— WHAT YOU HAVE TO DO —
Below are the records; copy each line in which "bottom" can be found.

— SOURCE RECORDS —
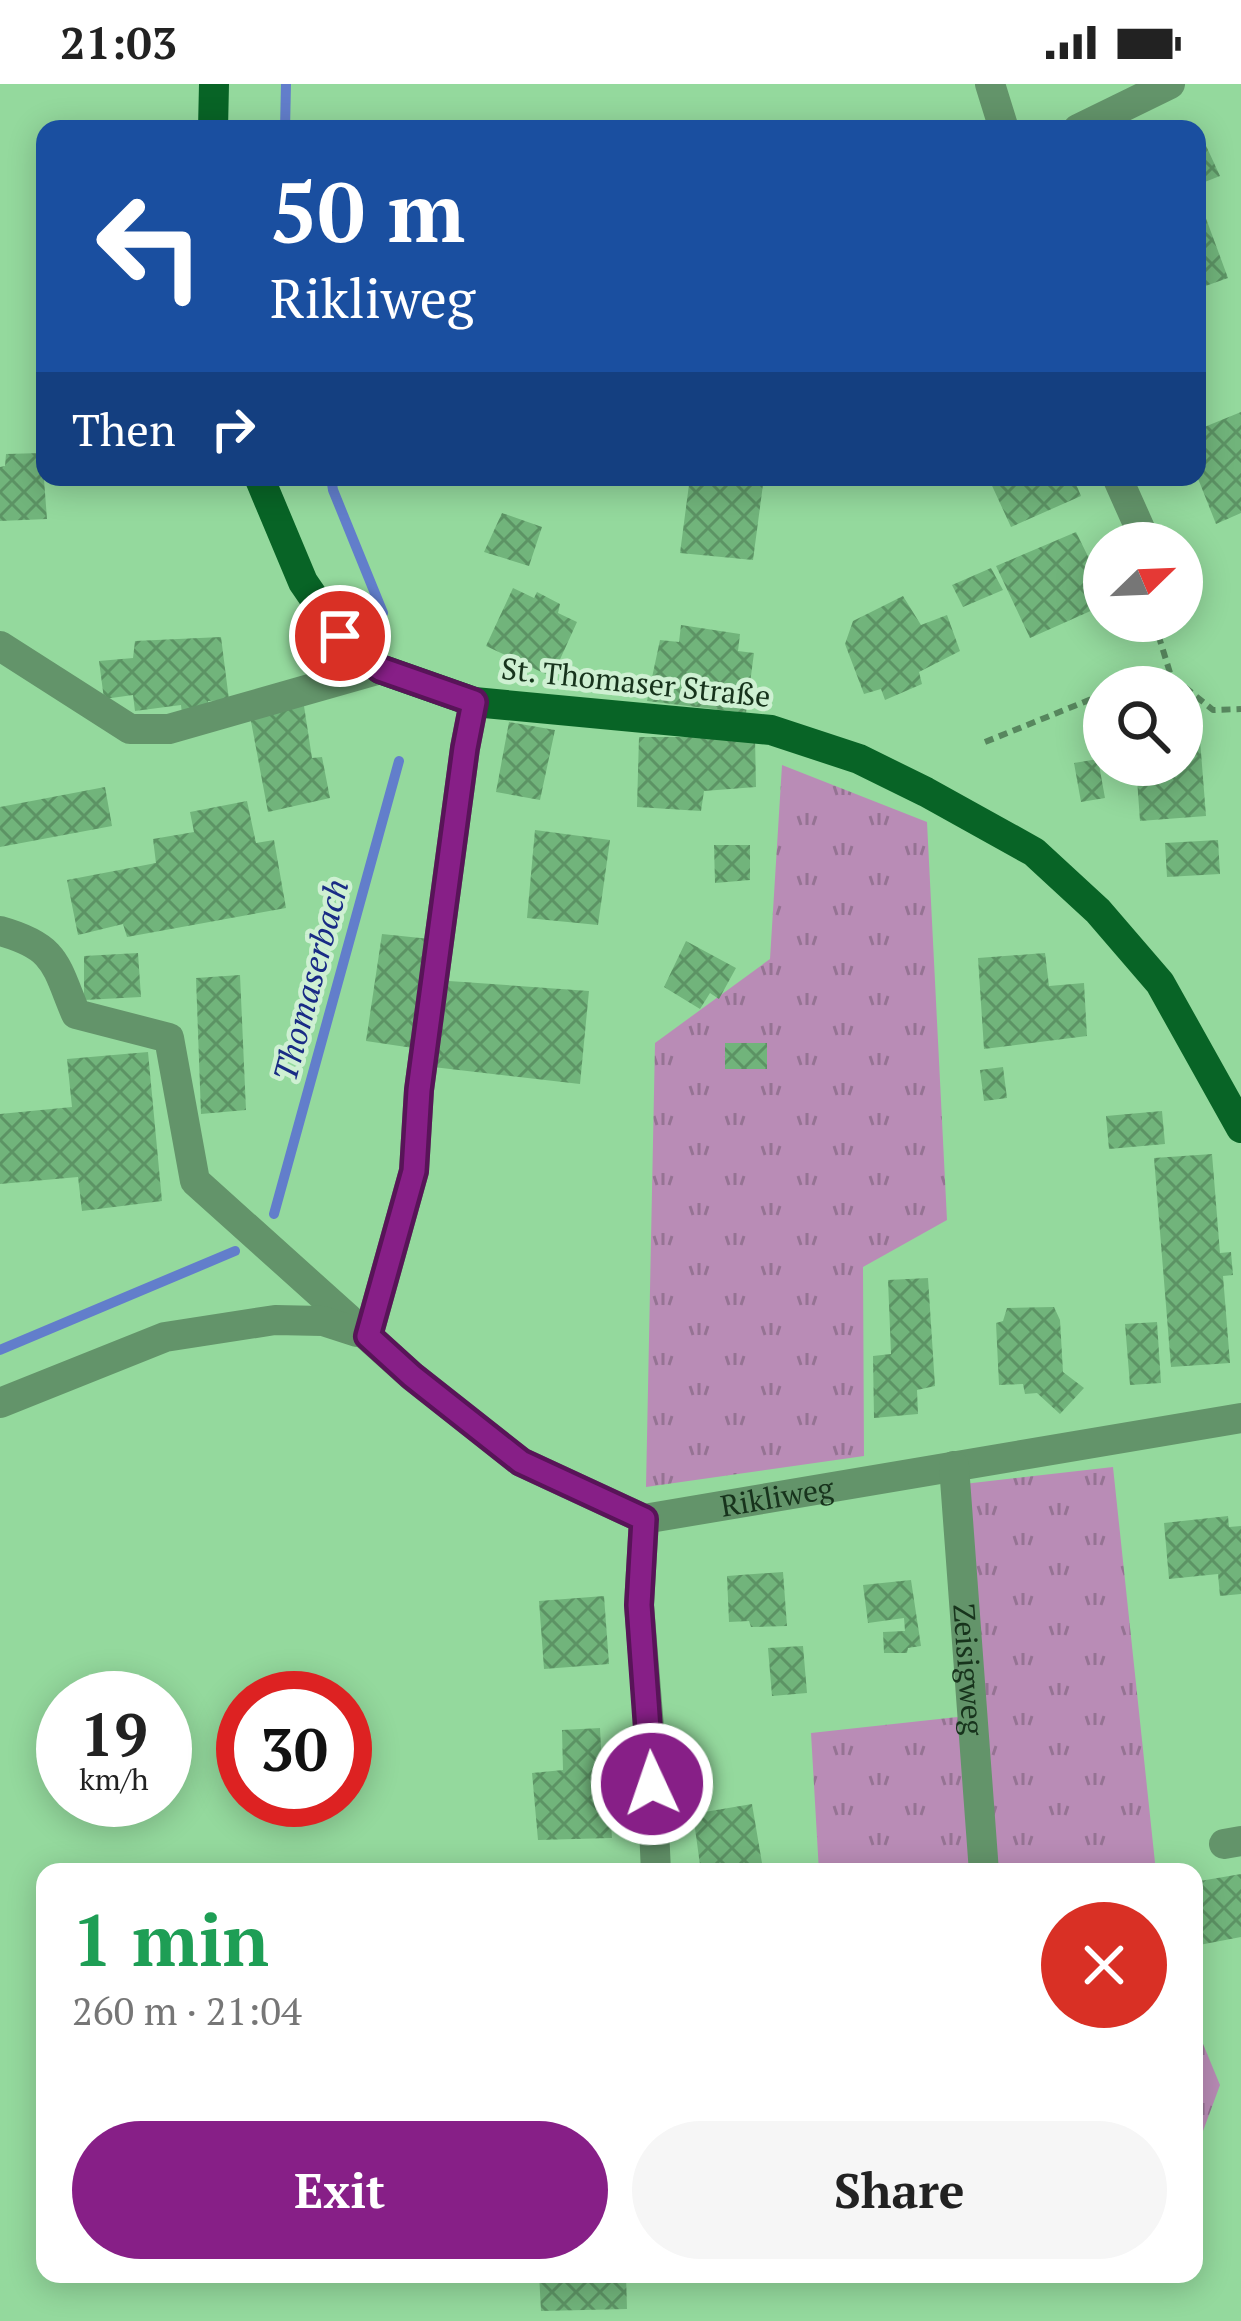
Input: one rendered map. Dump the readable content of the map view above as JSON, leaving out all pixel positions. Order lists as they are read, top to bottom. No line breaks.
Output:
{"streets":{"main road":["St. Thomaser Straße"],"street":["Rikliweg","Zeisigweg"]},"crossings":[["Rikliweg","Zeisigweg"]],"water":["Thomaserbach"],"north":"top right","page":{"status":"21:03","turn":["50 m","Rikliweg"],"then":"Then","speed":"19 km/h","limit":"30","heading":["1 min","260 m · 21:04"],"buttons":["Exit","Share"]}}
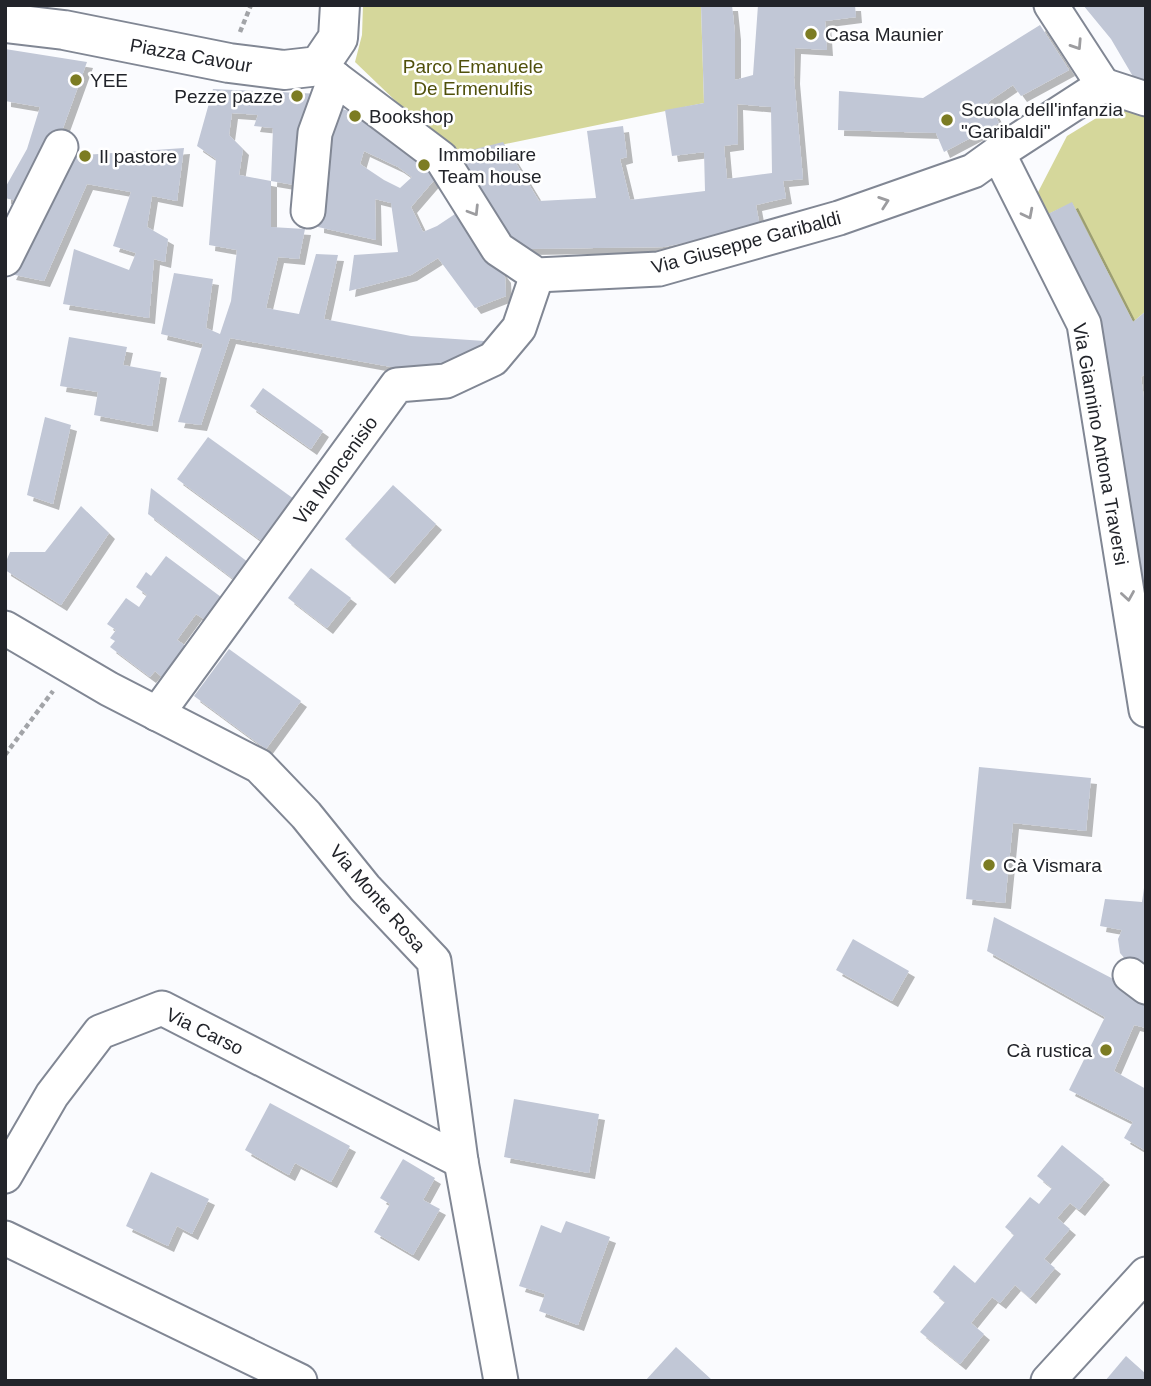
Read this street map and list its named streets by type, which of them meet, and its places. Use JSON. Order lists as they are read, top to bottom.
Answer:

— ANSWER TO THIS PROBLEM —
Input: one rendered map. Dump the readable content of the map view above as JSON, leaving out all pixel positions. Order lists as they are read, top to bottom. No line breaks.
Read this street map and list its named streets by type, which of them meet, and its places. Use JSON. Order lists as they are read, top to bottom.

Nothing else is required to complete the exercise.